Sanción a los tránsfugas. Esa sería una reforma necesaria y racional para adecentar la política y librarla de gente que sólo se guía por las oportunidades y no por principios, pero en este delicado asunto nadie se atreve a tirar la primera piedra, incluyendo a los leales ciento por ciento, porque saben que en el Perú la política da más vueltas que el planeta y mañana más tarde pueden verse en el trance abandonar su actual organización.

Elección de candidatos en internas organizadas por la ONPE. Hay que recordar que esta propuesta fue aprobada por unanimidad en la Comisión de Constitución en la segunda legislatura del 2012 y cuando pasó al Pleno del Congreso fue rechazada. Me consta que es un pedido de las bases provincianas de casi todos los partidos, pero seguramente hubo otras razones de las dirigencias partidarias que lograron convencer a la mayoría de sus miembros para que no la aprobaran.

Reelección de alcaldes y gobernadores. Contra toda la tradición política nacional, el año pasado se aprobó esta reforma. Pero hay voces de diversos partidos –y acaso entre la mayoría parlamentaria- que están dispuesta a revisarla. . La razón es que si bien no puede haber una reelección permanente (hubo y hay casos de alcaldes que gobiernan más de diez años continuos), una sola reelección aumentaría la eficiencia en la toma de decisiones, pues gracias a la volatilidad, a la gente le gusta cambiar alcaldes y el tiempo de aprendizaje en la gestión municipal toma al menos un trienio.

Elección de congresistas en segunda vuelta. Esta propuesta de la ONG Transparencia si bien quiere garantizar que quien sea elegido presidente de la república tenga también mayoría en el Congreso para garantizar la gobernabilidad, tiene a la base la idea de que los sistemas políticos bipartidistas son los mejores y para ello serviría este mecanismo, pues al polarizar la elección entre dos candidatos, obviamente la masa ciudadanía escogería entre los partidos de ambos a quien elegir para el parlamento, por más que hubiera otras listas. Hay que discutir las consecuencias de las propuestas y no sólo sus formulaciones. Me opongo a ella.

Alternancia de género en las listas de candidatos. Junto con la anterior esta es otra novedad. Es la propuesta de las organizaciones feministas que parten de la constatación de que si bien las cuotas han aumentado la participación política de la mujer en los organismos deliberantes como el Congreso y los consejos regional y municipal, sin embargo no garantizan que alcancen puestos de decisión. Esta propuesta es poco realista porque obligaría a los partidos a tener mujeres como la mitad de sus candidatos, cuando en la vida diaria no tienen a la mitad de mujeres activando en sus locales o en sus campañas.
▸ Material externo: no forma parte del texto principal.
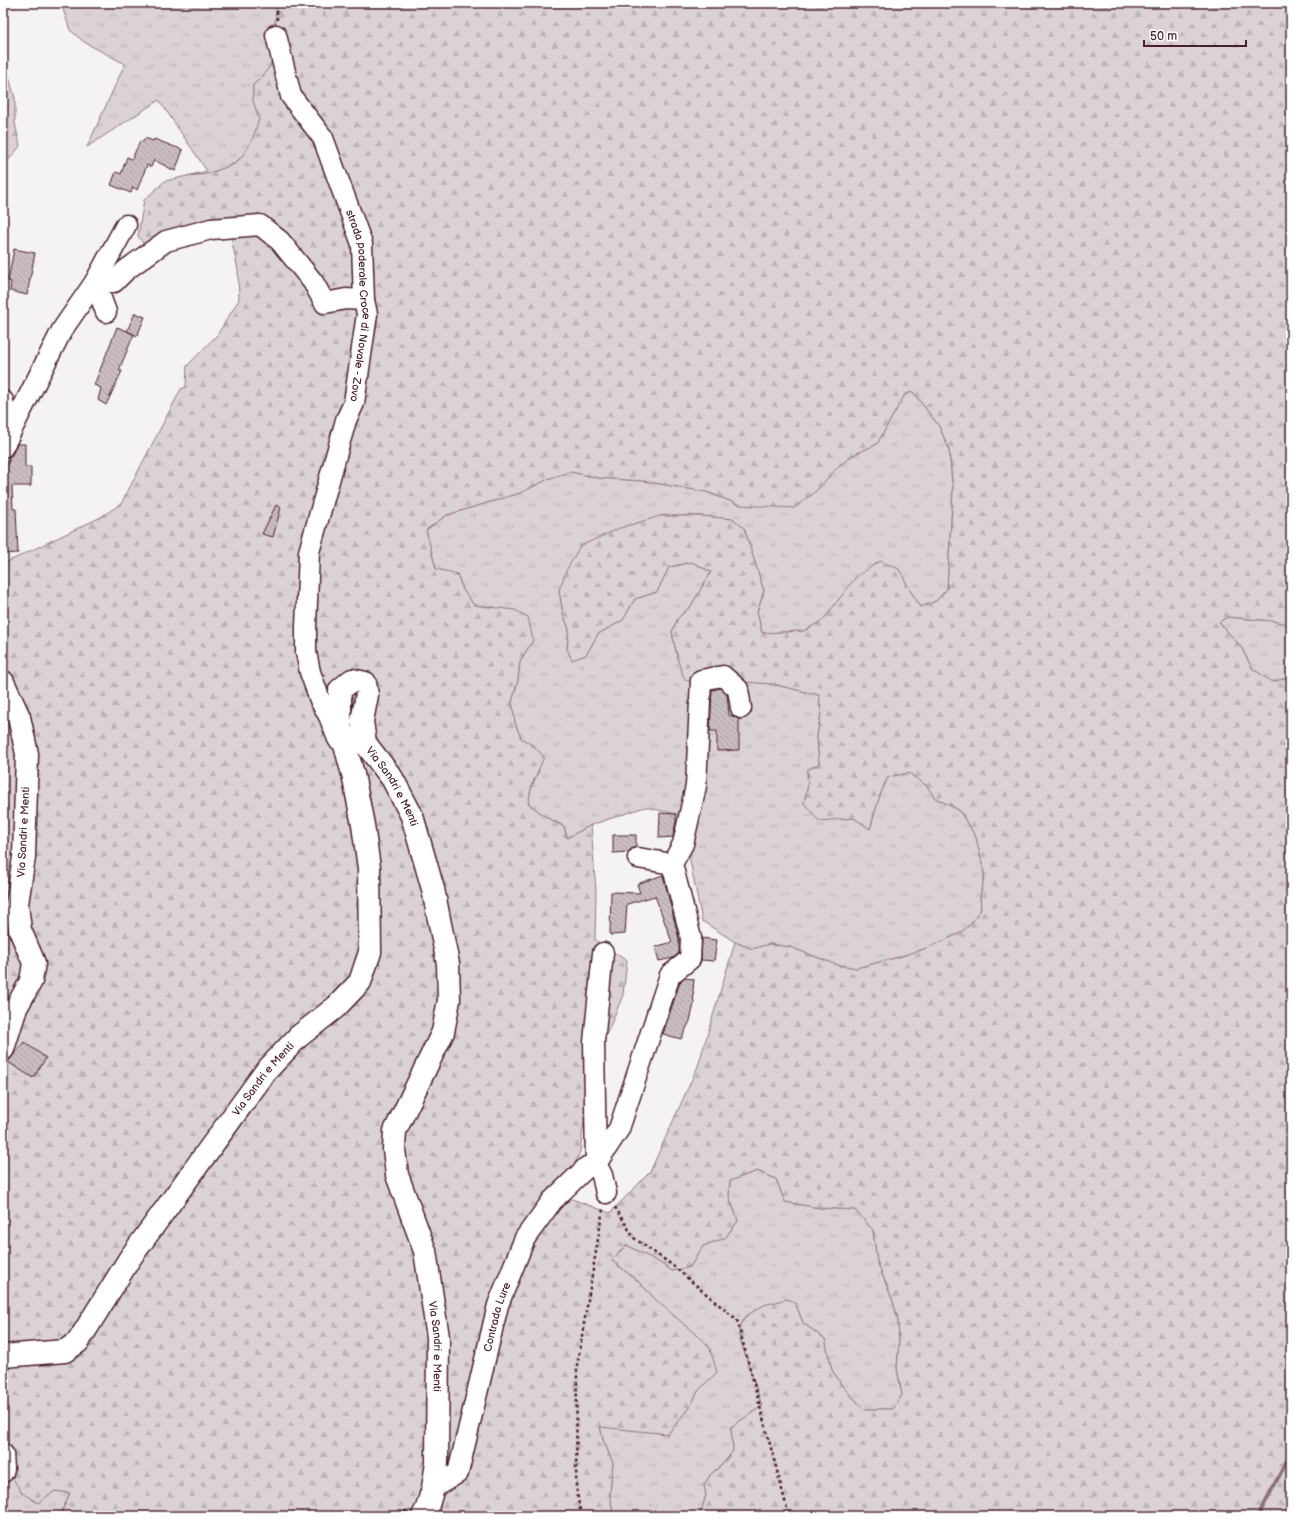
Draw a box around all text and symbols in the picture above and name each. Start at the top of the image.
scale bar [1144,22,1246,48]
text: 50 m [1150,29,1177,44]
street label: strada poderale Croce di Novale - Zovo [343,208,373,403]
street label: Via Sandri e Menti [363,744,421,828]
street label: Via Sandri e Menti [15,786,32,878]
street label: Via Sandri e Menti [230,1040,297,1118]
street label: Contrada Lure [481,1280,514,1353]
street label: Via Sandri e Menti [426,1300,444,1392]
Eso, por el contrario los obligaría a invitar damas para que vayan de relleno en las listas sin garantía de su actuación futura. Por ejemplo, en las elecciones universitarias no hay cuota de género porque el número de catedráticas, en general, no supera el tercio del total.
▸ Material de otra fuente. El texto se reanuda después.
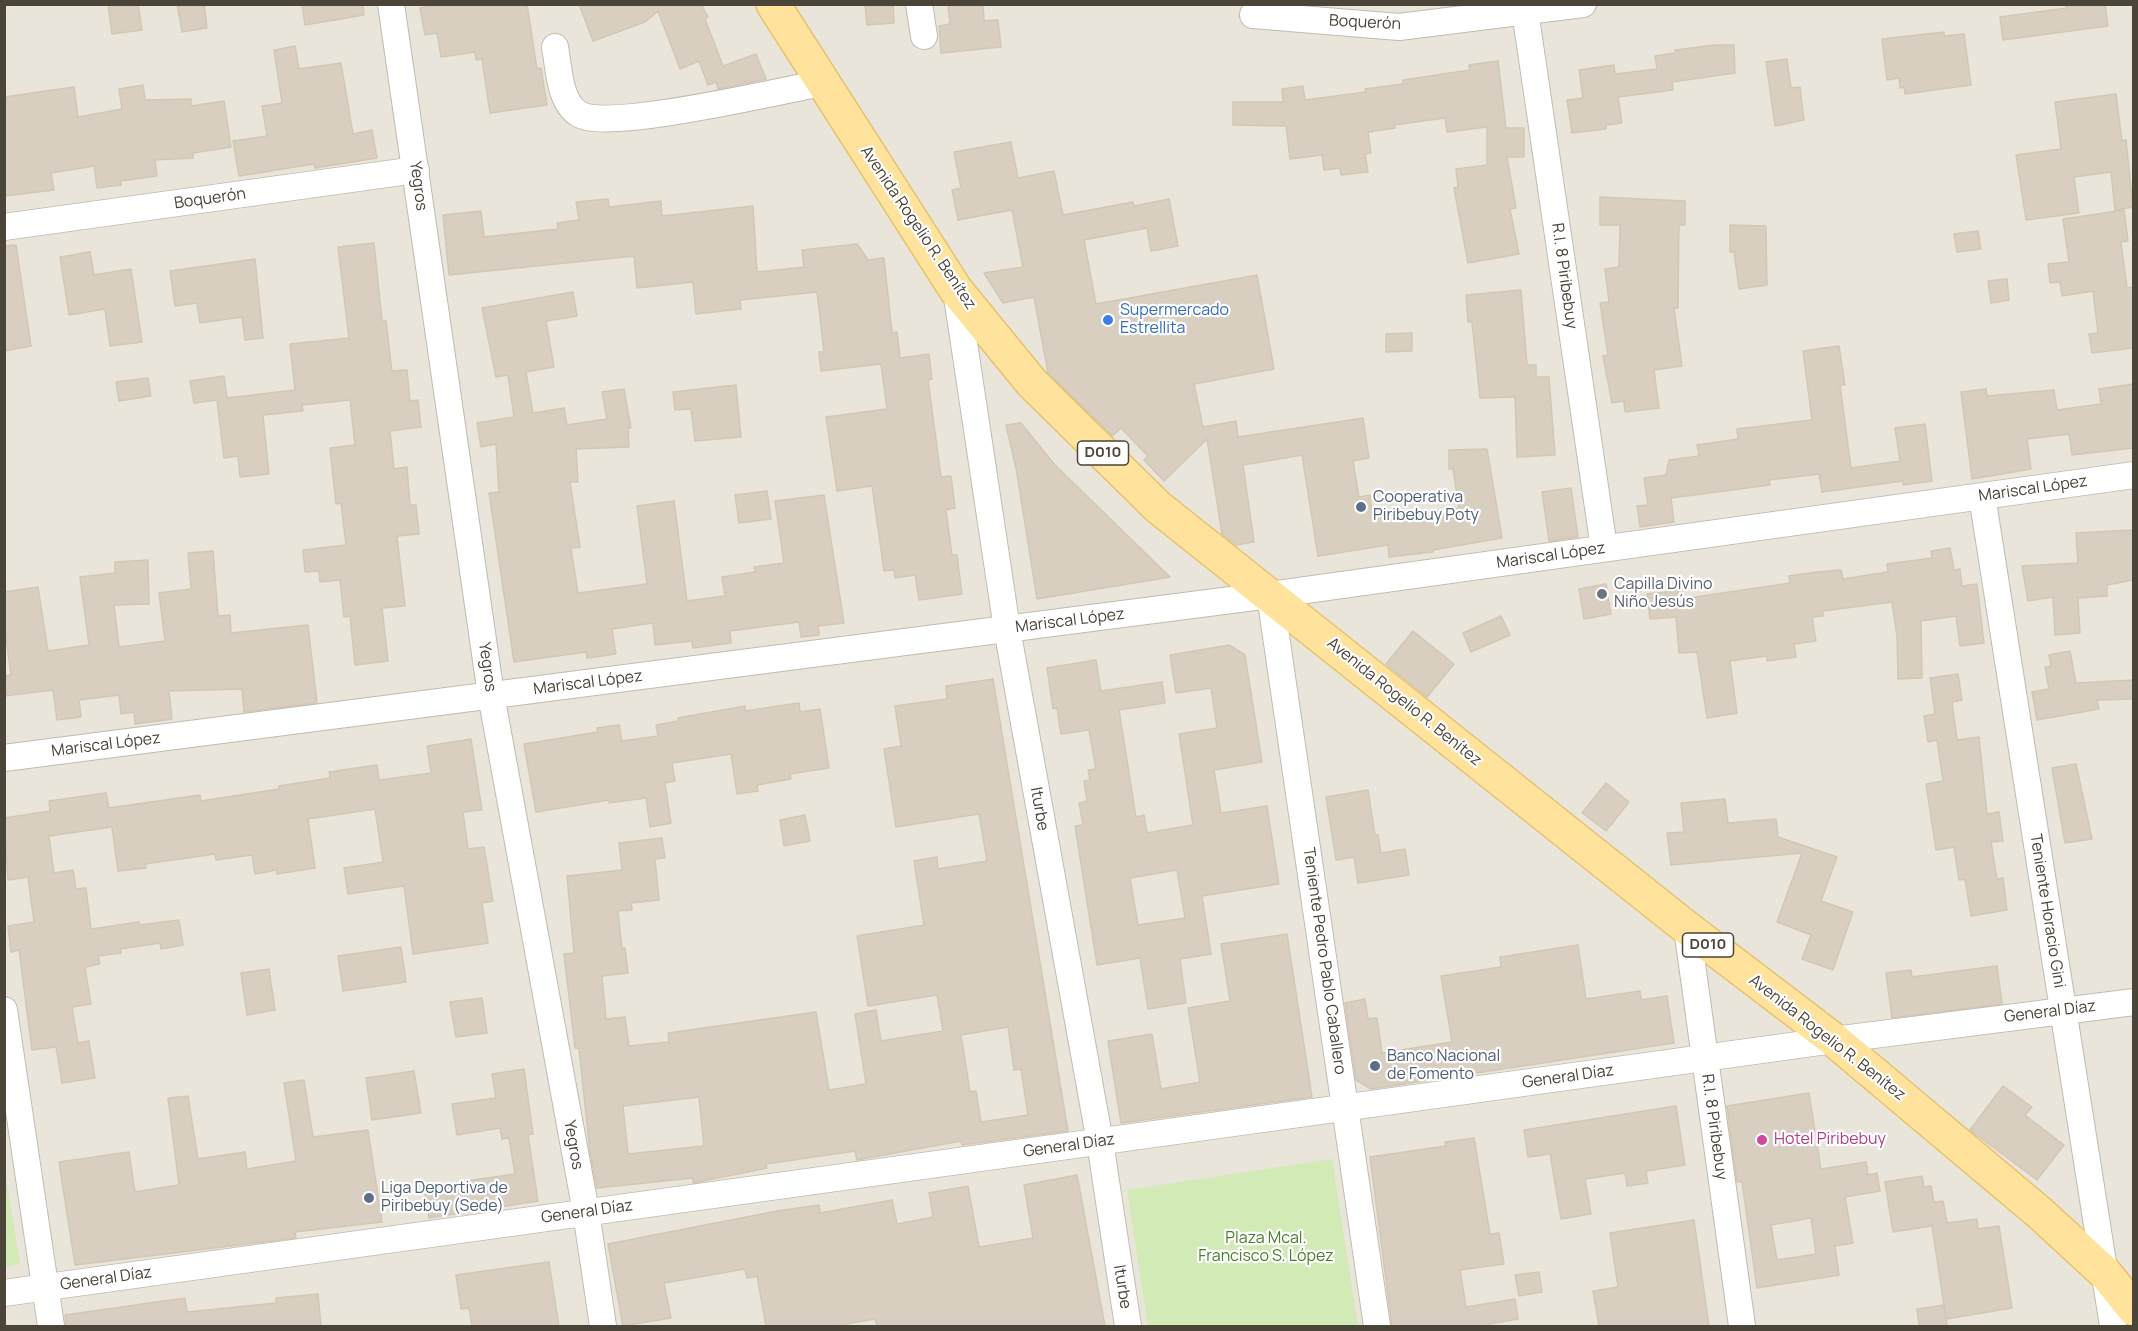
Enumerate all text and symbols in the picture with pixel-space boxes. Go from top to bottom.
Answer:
street label: Boquerón [1328,12,1402,34]
street label: Avenida Rogelio R. Benítez [856,143,980,313]
street label: Yegros [405,160,431,212]
street label: Boquerón [173,184,247,214]
street label: R.I. 8 Piribebuy [1547,222,1581,330]
place label: Supermercado Estrellita [1120,301,1229,339]
marker: Supermercado Estrellita [1101,313,1115,327]
road number: D010 [1078,441,1128,465]
street label: Mariscal López [1977,472,2089,506]
place label: Cooperativa Piribebuy Poty [1373,488,1479,526]
marker: Cooperativa Piribebuy Poty [1354,500,1368,514]
street label: Mariscal López [1495,539,1607,573]
place label: Capilla Divino Niño Jesús [1614,575,1712,613]
marker: Capilla Divino Niño Jesús [1595,587,1609,601]
street label: Mariscal López [1014,605,1126,637]
street label: Avenida Rogelio R. Benítez [1323,634,1485,770]
street label: Yegros [474,641,500,693]
street label: Mariscal López [532,667,644,699]
street label: Mariscal López [50,729,162,761]
street label: Iturbe [1026,786,1052,832]
street label: Teniente Horacio Gini [2025,833,2069,989]
street label: Teniente Pedro Pablo Caballero [1299,846,1349,1076]
road number: D010 [1682,933,1734,957]
street label: Avenida Rogelio R. Benítez [1745,971,1909,1105]
street label: General Díaz [2003,997,2097,1027]
place label: Banco Nacional de Fomento [1387,1047,1500,1085]
marker: Banco Nacional de Fomento [1368,1059,1382,1073]
street label: General Díaz [1521,1061,1615,1093]
street label: R.I. 8 Piribebuy [1697,1073,1731,1181]
street label: Yegros [559,1119,587,1171]
street label: General Díaz [1022,1130,1116,1162]
place label: Hotel Piribebuy [1774,1130,1886,1150]
marker: Hotel Piribebuy [1755,1133,1769,1147]
place label: Liga Deportiva de Piribebuy (Sede) [381,1179,508,1217]
marker: Liga Deportiva de Piribebuy (Sede) [362,1191,376,1205]
street label: General Díaz [540,1196,634,1228]
park label: Plaza Mcal. Francisco S. López [1198,1229,1334,1267]
street label: General Díaz [59,1263,153,1295]
street label: Iturbe [1109,1264,1135,1310]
“Muchas manos en un plato causan arrebato” dice el refrán popular y a ese arrebato nos podríamos encaminar si los interesados no se sosiegan y alborotan a la prensa cotidianamente con propuestas como cancha. No vaya a ser que a tanta insistencia la mayoría decida finalmente hacer algunos cambios en las reglas de juego electorales pero no como quieren los reformistas sino restarles atribuciones a las autoridades electorales o algunos cambios en el específico sistema electoral que le procuren una victoria en las elecciones municipales del 2018. Ahí sí habría llanto y crujir de dientes. Es mejor ir a paso lento, pero seguro, en mi modesta opinión.